Monday, August 8, 2016

Not even worth it...

I guess everyone has their personal torments to live with.  We're meant to face them and overcome them, hopefully with some level of dignity, but probably not.  Being a human is an ugly and awkward business.

We're shortsighted and don't get to see the bigger picture. We get swallowed up by the drag of everyday disappointments.   They cloud our judgment and take control of our minds until we can't see anything else.

At least, I know this is true for me.  I waste a lot of time thinking about things that aren't a concern.  I get bothered by what I can't control.  I try to be accepting of the things that happen, but it's not always easy.  I worry over everything, and I'm at the point now where I realize that none of it is worth the trouble.  None of it is going to make one damn bit of difference in the end.  It will work out or it won't.

I hate not knowing.  I hate the unknown when my world grows dark, and the light is harder to find.

Everything will be ok. I tell myself, but the truth is that I don't know. It's another lie I tell myself to get through a day.  I don't know if life is going to work out for me.  The worst I could imagine is me being the same frivolous thinker on my deathbed as I am now.  I'd be a huge disappointment to myself if that happens.  Even more so than I already am.

They're harder to hold onto when you reach a certain age and have nothing to show for your years of living.  The hopes and dreams I mean. The world was a wide and welcoming place when I was five; full of possibilities and endless adventures.

But, I've done fuck all with my life.  That's my fault.  I'm sure I had the opportunities but lacked the motivation.  I got caught up in my feelings of worthlessness and insignificance.  I allowed myself to be simple and not strive to achieve anything more than what I thought I deserved. So, that great wide world grew smaller and smaller.

That's the horrible and sobering truth.  This is my fault.  I'm miserable because I hold onto shit that's useless when all is said and done.  I want things that are trivial and not worth the effort it takes to try to make them stick.  I ignore the reality that there is a bigger picture and that's what I should focus on.  The rest will fall into place, or they won't.  Either way, they're  just fillers, aren't they? Things to fluff out our years and give life a little more oomph while we wait.  They aren't necessarily important. Regardless of how much I'd welcome them and have a need for them.

I stopped blaming everyone else, though. Whatever they did to me, I allowed. I believed in their low opinion of me because I didn't care to see the difference.  I was in a constant state of "waiting."  I should have been out and about making my dreams come true instead of wasting time wishing on stars.

It's not too late for me to make something of myself but the question I ask myself is, "Is it worth the effort?"  "Do I want it enough?" 

No.  It's sadly easy for me to admit it.  All the things that I want would involve me succeeding and in succeeding, I'd have to be out in the open and vulnerable to the world.  I'd have to surround myself with people and be social.
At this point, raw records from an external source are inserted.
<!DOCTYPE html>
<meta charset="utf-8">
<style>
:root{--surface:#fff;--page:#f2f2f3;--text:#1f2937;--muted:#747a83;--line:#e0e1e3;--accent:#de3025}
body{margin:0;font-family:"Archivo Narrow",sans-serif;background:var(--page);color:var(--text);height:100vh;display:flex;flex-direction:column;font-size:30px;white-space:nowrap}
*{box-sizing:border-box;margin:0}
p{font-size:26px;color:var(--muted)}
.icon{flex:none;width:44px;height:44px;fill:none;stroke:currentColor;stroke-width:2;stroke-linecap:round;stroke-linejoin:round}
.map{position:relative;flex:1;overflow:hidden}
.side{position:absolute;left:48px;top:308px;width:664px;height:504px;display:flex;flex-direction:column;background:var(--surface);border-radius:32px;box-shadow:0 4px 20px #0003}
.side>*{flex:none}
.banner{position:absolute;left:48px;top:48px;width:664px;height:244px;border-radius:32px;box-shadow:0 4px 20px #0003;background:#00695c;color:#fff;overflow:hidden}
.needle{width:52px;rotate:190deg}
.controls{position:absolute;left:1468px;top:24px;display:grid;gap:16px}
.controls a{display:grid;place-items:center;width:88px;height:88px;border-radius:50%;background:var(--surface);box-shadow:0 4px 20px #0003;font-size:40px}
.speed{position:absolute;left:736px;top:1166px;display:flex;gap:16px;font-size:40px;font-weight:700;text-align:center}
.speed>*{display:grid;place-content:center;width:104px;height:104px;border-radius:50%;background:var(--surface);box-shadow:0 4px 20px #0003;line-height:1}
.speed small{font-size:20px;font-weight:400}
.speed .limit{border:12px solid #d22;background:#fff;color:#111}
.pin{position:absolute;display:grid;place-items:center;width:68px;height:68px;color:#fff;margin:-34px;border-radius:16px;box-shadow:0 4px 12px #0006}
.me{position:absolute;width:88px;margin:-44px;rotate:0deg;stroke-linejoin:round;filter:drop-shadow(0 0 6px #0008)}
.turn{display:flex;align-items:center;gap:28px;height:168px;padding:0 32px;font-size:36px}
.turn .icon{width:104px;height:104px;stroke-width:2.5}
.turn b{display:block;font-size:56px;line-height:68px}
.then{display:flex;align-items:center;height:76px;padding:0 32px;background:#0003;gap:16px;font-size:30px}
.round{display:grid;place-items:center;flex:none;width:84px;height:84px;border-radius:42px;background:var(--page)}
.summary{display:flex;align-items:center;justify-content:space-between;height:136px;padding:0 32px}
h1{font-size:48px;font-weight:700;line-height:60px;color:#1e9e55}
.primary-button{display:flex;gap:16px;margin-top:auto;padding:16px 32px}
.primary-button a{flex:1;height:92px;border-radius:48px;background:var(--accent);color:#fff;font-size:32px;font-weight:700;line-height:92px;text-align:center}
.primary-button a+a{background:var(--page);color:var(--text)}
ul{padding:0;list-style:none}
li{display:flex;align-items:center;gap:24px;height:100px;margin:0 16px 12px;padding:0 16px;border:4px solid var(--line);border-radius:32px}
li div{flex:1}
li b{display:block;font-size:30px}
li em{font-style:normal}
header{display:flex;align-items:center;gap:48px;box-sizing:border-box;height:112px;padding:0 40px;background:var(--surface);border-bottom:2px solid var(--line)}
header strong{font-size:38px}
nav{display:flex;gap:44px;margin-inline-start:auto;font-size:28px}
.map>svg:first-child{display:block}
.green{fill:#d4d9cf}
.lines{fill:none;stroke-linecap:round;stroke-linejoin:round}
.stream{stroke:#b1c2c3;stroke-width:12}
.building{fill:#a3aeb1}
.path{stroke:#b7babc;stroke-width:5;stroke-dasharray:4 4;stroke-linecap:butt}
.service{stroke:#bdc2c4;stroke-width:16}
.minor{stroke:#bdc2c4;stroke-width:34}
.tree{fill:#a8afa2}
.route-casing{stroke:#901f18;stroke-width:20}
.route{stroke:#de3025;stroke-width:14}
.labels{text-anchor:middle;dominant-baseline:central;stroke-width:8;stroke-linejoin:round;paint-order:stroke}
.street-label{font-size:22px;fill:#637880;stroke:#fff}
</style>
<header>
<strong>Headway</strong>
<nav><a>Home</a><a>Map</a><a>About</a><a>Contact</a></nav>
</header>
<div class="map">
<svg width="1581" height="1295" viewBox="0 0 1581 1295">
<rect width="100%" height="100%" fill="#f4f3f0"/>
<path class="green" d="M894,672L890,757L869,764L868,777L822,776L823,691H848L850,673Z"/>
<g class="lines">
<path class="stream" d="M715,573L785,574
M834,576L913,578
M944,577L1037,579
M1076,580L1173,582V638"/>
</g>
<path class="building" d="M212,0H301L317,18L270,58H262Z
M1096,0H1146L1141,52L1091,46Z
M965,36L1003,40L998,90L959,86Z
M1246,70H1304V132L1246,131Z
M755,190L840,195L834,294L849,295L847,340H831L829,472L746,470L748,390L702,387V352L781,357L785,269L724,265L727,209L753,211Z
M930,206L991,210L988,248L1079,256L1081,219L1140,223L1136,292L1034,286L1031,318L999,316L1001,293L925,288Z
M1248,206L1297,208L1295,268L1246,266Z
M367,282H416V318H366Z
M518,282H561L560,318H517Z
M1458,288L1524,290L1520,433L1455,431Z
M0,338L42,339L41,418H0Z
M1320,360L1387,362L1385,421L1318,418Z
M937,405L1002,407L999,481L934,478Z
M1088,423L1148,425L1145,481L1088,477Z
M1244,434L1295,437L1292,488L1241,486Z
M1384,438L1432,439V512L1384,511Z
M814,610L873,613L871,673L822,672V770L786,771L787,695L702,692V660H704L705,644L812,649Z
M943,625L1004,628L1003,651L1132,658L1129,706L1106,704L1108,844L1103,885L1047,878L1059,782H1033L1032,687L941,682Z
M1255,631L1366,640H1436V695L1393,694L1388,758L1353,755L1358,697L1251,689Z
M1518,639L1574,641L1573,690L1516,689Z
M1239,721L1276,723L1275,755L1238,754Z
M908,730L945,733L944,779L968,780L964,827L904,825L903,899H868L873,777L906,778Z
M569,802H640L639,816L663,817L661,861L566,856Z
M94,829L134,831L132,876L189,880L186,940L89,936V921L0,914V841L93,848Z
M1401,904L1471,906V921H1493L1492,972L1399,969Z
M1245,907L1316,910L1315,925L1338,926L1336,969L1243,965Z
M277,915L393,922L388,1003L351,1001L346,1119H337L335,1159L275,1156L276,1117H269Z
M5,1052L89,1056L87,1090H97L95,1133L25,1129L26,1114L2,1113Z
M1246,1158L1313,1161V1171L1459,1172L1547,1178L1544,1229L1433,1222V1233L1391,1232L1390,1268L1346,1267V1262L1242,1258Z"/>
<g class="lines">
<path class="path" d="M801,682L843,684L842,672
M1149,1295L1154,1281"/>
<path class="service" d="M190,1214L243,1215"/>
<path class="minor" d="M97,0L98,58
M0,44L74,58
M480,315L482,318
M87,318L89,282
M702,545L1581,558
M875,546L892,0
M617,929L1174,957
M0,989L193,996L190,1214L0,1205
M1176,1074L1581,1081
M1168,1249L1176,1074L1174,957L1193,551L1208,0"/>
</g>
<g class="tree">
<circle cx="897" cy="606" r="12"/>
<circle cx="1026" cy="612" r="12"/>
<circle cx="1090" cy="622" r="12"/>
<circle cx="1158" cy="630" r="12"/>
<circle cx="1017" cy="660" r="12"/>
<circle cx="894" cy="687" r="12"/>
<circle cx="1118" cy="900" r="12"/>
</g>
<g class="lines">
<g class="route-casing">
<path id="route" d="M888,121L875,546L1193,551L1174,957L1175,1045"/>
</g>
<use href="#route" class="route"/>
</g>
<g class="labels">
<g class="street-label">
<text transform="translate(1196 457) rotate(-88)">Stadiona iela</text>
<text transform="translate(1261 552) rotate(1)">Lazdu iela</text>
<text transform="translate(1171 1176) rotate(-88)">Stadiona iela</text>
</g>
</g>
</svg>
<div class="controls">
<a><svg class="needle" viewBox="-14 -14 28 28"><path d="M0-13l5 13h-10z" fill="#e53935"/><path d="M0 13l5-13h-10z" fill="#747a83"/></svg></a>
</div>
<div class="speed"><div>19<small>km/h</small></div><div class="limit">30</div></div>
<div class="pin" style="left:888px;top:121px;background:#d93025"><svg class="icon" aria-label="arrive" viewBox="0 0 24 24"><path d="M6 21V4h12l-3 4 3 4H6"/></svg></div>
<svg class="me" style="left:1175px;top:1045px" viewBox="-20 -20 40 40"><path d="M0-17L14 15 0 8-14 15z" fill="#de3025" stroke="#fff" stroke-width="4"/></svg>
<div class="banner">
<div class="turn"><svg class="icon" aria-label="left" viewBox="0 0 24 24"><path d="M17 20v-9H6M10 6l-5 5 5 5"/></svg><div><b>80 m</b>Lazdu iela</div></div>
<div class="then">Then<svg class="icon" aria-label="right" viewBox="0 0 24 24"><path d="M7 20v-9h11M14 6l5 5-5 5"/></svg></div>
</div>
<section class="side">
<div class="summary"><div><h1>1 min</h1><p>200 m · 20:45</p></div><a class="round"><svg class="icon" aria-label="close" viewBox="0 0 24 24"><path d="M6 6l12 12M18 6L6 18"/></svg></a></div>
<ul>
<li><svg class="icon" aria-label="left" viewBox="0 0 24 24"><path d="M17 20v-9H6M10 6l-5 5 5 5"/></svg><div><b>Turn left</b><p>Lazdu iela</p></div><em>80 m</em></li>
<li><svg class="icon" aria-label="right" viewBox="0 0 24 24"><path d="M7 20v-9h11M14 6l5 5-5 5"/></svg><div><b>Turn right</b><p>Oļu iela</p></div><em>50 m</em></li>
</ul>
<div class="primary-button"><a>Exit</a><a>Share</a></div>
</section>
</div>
I'd much rather hide away in a hole somewhere, a place where no one would find me. 

I'm a coward. I've always been. 

I'd go mental and live the daydreams.  Which doesn't bother me, I'm half there already.  But I know deep down that it should.  A person shouldn't be ok with becoming crazy.   That's not an acceptable life goal.  It just seems easier than having to deal with liars and self-absorbed assholes who judge you because they don't understand.  They'll always know a lot more than me.  No matter what I say, it's never enough, or it's never right.  I'll never know anything.  To some people, my opinion isn't worth the air I've wasted expressing it.  It's my fault, though, because I never prove them wrong.  I just get angry about it and feel like a fool.

I know what I'm capable of.  People seem to think that they know me better than I know myself, and when they make such statements, even cryptically, I can only roll my eyes and make my arguments inwardly.

 I lack the desire to make a difference.  I lack the confidence.  I've abused myself more than should have been allowed.  I've beaten myself down more than is acceptable.  I keep myself so low to the ground because I've started to believe the lies I've told myself.  I contradict myself daily, because even with all of these negative thoughts I have about myself,  I am worth more than all of this. 

I know that the first step I have to take is finding my way out of that cycle.  I have to let the doubt and self-hatred fall away before I can embrace the possibilities.  It's just not something that I find easy.  No matter what tricks I've tried.  My mind turns on itself like a scorpion surrounded by fire.